[MATERIAL FOR THIS EXERCISE — start]

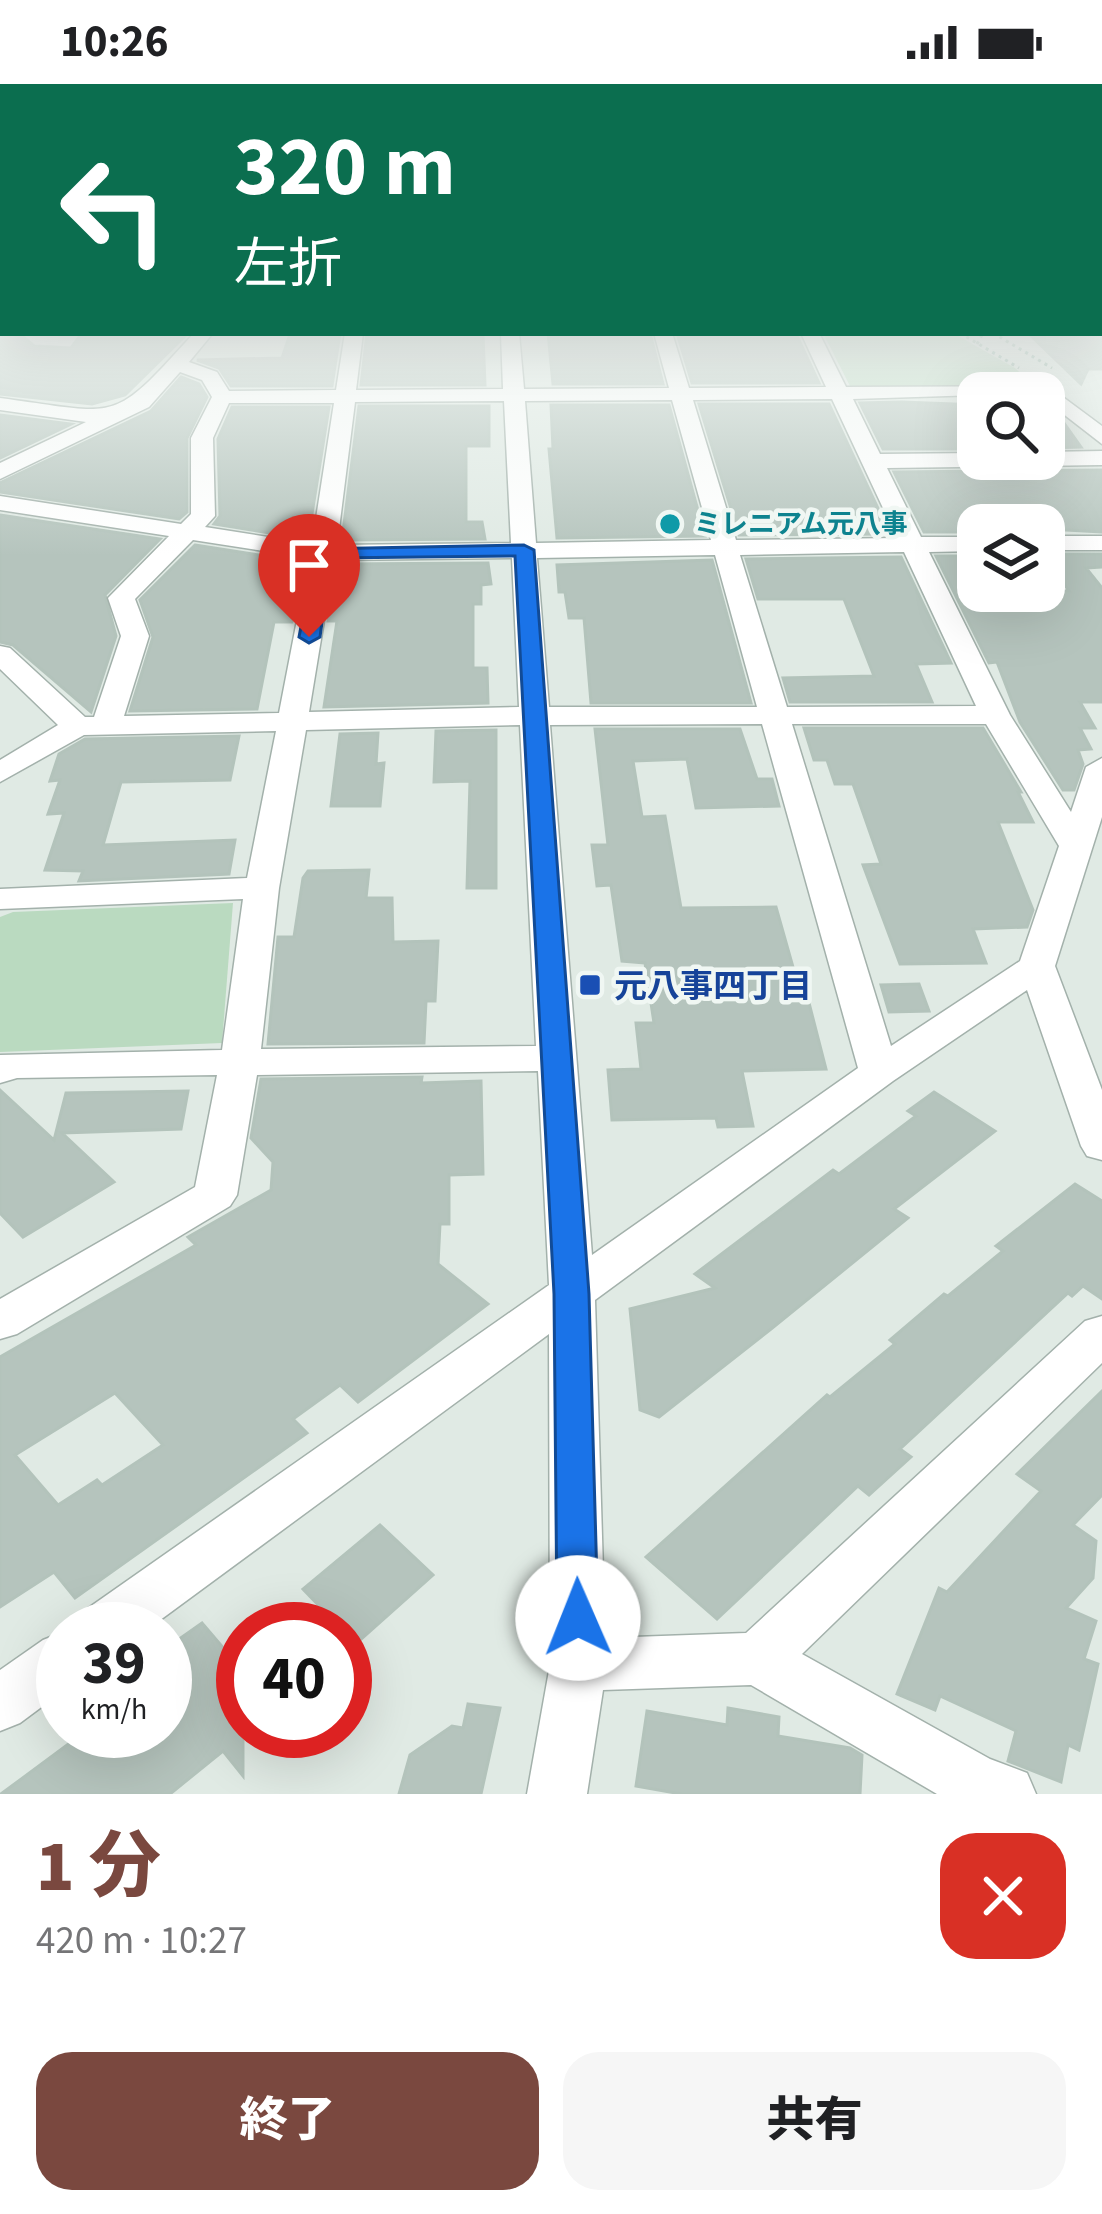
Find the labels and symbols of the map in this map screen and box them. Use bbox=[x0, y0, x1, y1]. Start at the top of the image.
place label: ミレニアム元八事 bbox=[694, 505, 908, 544]
marker: ミレニアム元八事 bbox=[657, 511, 683, 537]
pin bbox=[258, 514, 360, 637]
place label: 元八事四丁目 bbox=[614, 963, 812, 1010]
marker: 元八事四丁目 bbox=[577, 972, 603, 998]
position arrow bbox=[515, 1555, 641, 1681]
speed limit sign: 40 bbox=[216, 1602, 372, 1758]

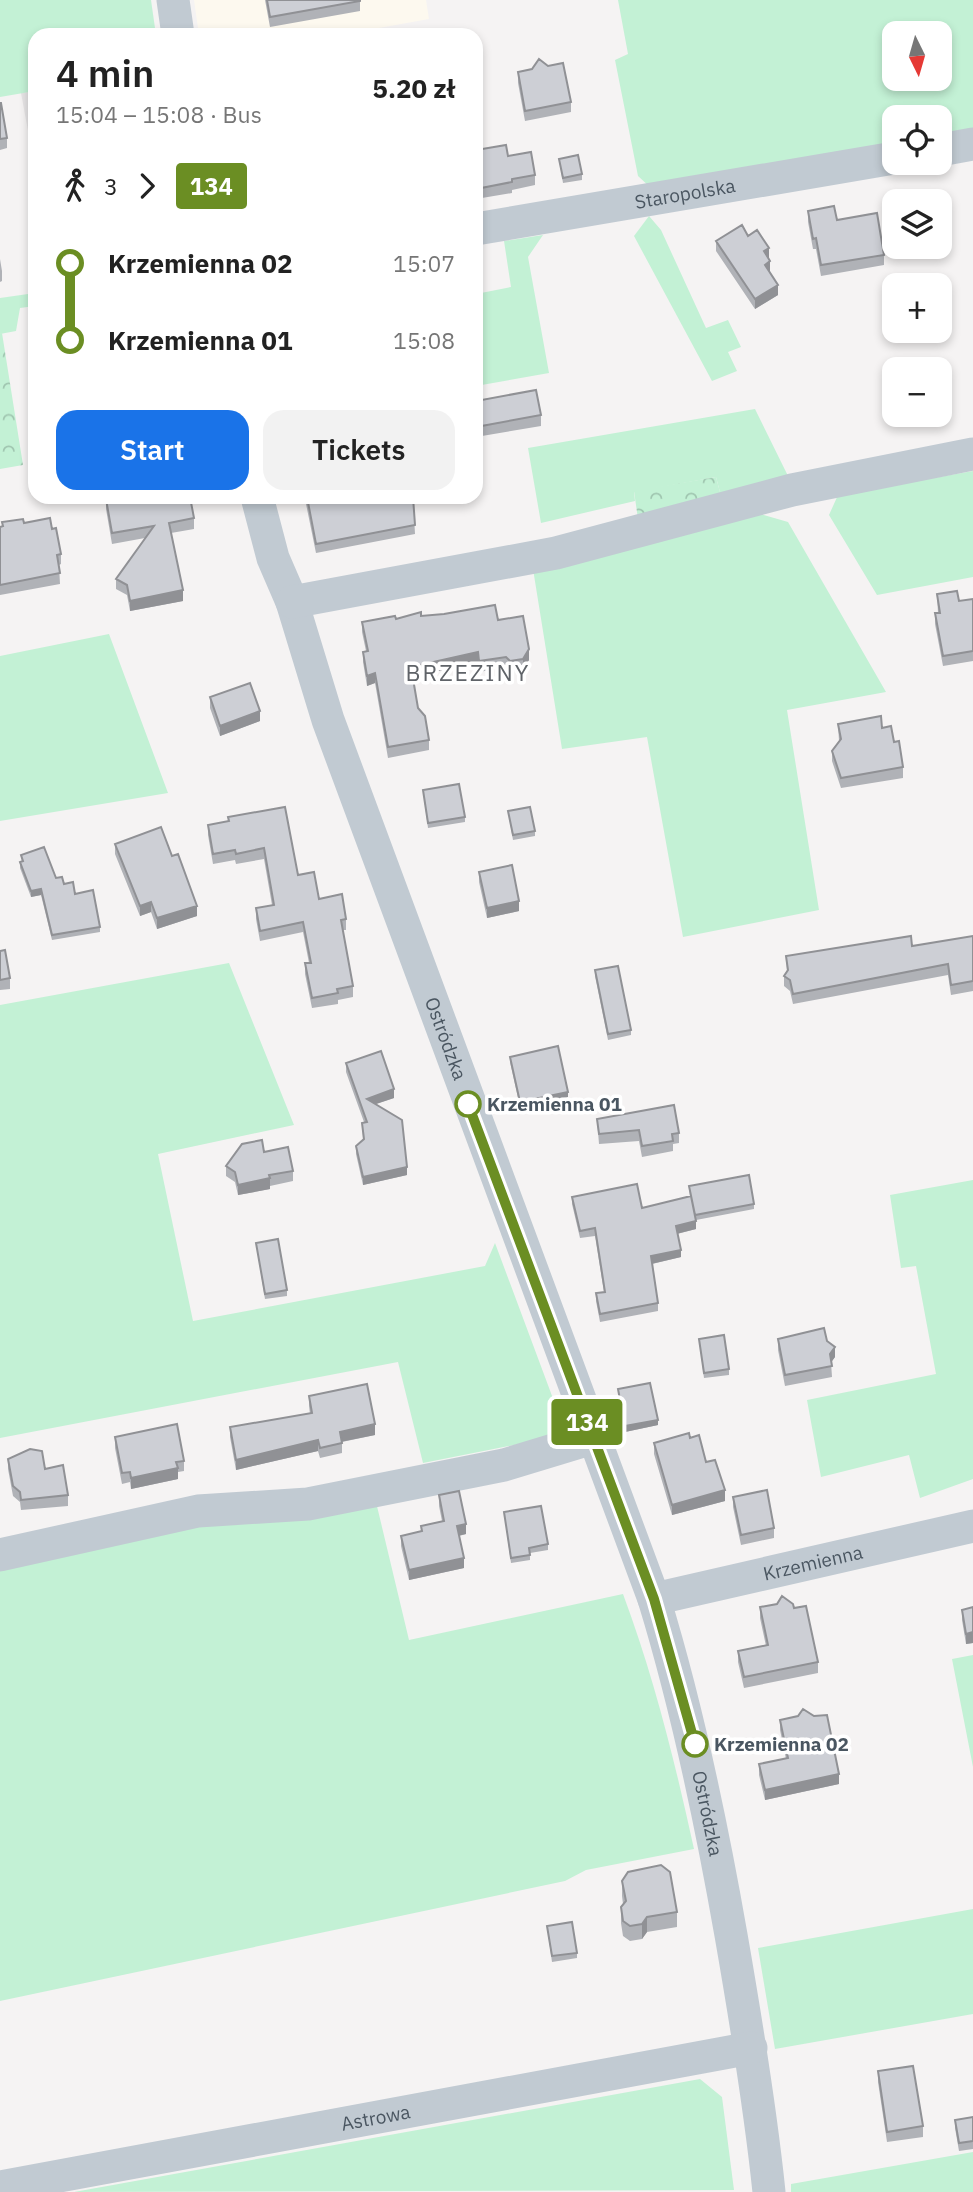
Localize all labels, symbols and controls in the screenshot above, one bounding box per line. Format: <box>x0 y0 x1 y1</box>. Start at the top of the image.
north arrow <box>882 21 952 91</box>
map controls <box>882 21 952 427</box>
text: 4 min <box>56 48 154 97</box>
text: 5.20 zł <box>372 71 455 105</box>
text: 15:04 – 15:08 · Bus <box>56 99 262 129</box>
button: locate <box>882 105 952 175</box>
icon: walk <box>56 167 94 205</box>
icon: forward <box>128 167 166 205</box>
text: 134 <box>190 170 233 202</box>
text: 3 <box>104 171 118 201</box>
street label: Staropolska <box>633 173 737 214</box>
button: layers <box>882 189 952 259</box>
text: Krzemienna 02 <box>108 246 293 280</box>
text: 15:07 <box>393 248 455 278</box>
button: + <box>882 273 952 343</box>
text: Krzemienna 01 <box>108 323 293 357</box>
text: 15:08 <box>393 325 455 355</box>
button: − <box>882 357 952 427</box>
button: Start <box>56 410 249 490</box>
button: Tickets <box>263 410 455 490</box>
district label: BRZEZINY <box>406 657 530 687</box>
street label: Ostródzka <box>420 994 472 1083</box>
marker: Krzemienna 01 <box>455 1091 481 1117</box>
place label: Krzemienna 01 <box>487 1092 622 1116</box>
line badge: 134 <box>547 1399 627 1445</box>
text: 134 <box>565 1406 609 1438</box>
street label: Krzemienna <box>761 1540 865 1586</box>
marker: Krzemienna 02 <box>682 1731 708 1757</box>
place label: Krzemienna 02 <box>714 1732 849 1756</box>
street label: Ostródzka <box>687 1768 728 1858</box>
street label: Astrowa <box>339 2099 412 2136</box>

[MATERIAL FOR THIS EXERCISE — finish]

▸ TASK PROMPT
Transcribe, word for word, every line from the one containing "Localize all labels, symbols" through the final line of the entries, and nothing else.

▸ RESULT OF THE TASK
Localize all labels, symbols and controls in the screenshot above, one bounding box per line. Format: <box>x0 y0 x1 y1</box>. Start at the top of the image.
north arrow <box>882 21 952 91</box>
map controls <box>882 21 952 427</box>
text: 4 min <box>56 48 154 97</box>
text: 5.20 zł <box>372 71 455 105</box>
text: 15:04 – 15:08 · Bus <box>56 99 262 129</box>
button: locate <box>882 105 952 175</box>
icon: walk <box>56 167 94 205</box>
icon: forward <box>128 167 166 205</box>
text: 134 <box>190 170 233 202</box>
text: 3 <box>104 171 118 201</box>
street label: Staropolska <box>633 173 737 214</box>
button: layers <box>882 189 952 259</box>
text: Krzemienna 02 <box>108 246 293 280</box>
text: 15:07 <box>393 248 455 278</box>
button: + <box>882 273 952 343</box>
text: Krzemienna 01 <box>108 323 293 357</box>
text: 15:08 <box>393 325 455 355</box>
button: − <box>882 357 952 427</box>
button: Start <box>56 410 249 490</box>
button: Tickets <box>263 410 455 490</box>
district label: BRZEZINY <box>406 657 530 687</box>
street label: Ostródzka <box>420 994 472 1083</box>
marker: Krzemienna 01 <box>455 1091 481 1117</box>
place label: Krzemienna 01 <box>487 1092 622 1116</box>
line badge: 134 <box>547 1399 627 1445</box>
text: 134 <box>565 1406 609 1438</box>
street label: Krzemienna <box>761 1540 865 1586</box>
marker: Krzemienna 02 <box>682 1731 708 1757</box>
place label: Krzemienna 02 <box>714 1732 849 1756</box>
street label: Ostródzka <box>687 1768 728 1858</box>
street label: Astrowa <box>339 2099 412 2136</box>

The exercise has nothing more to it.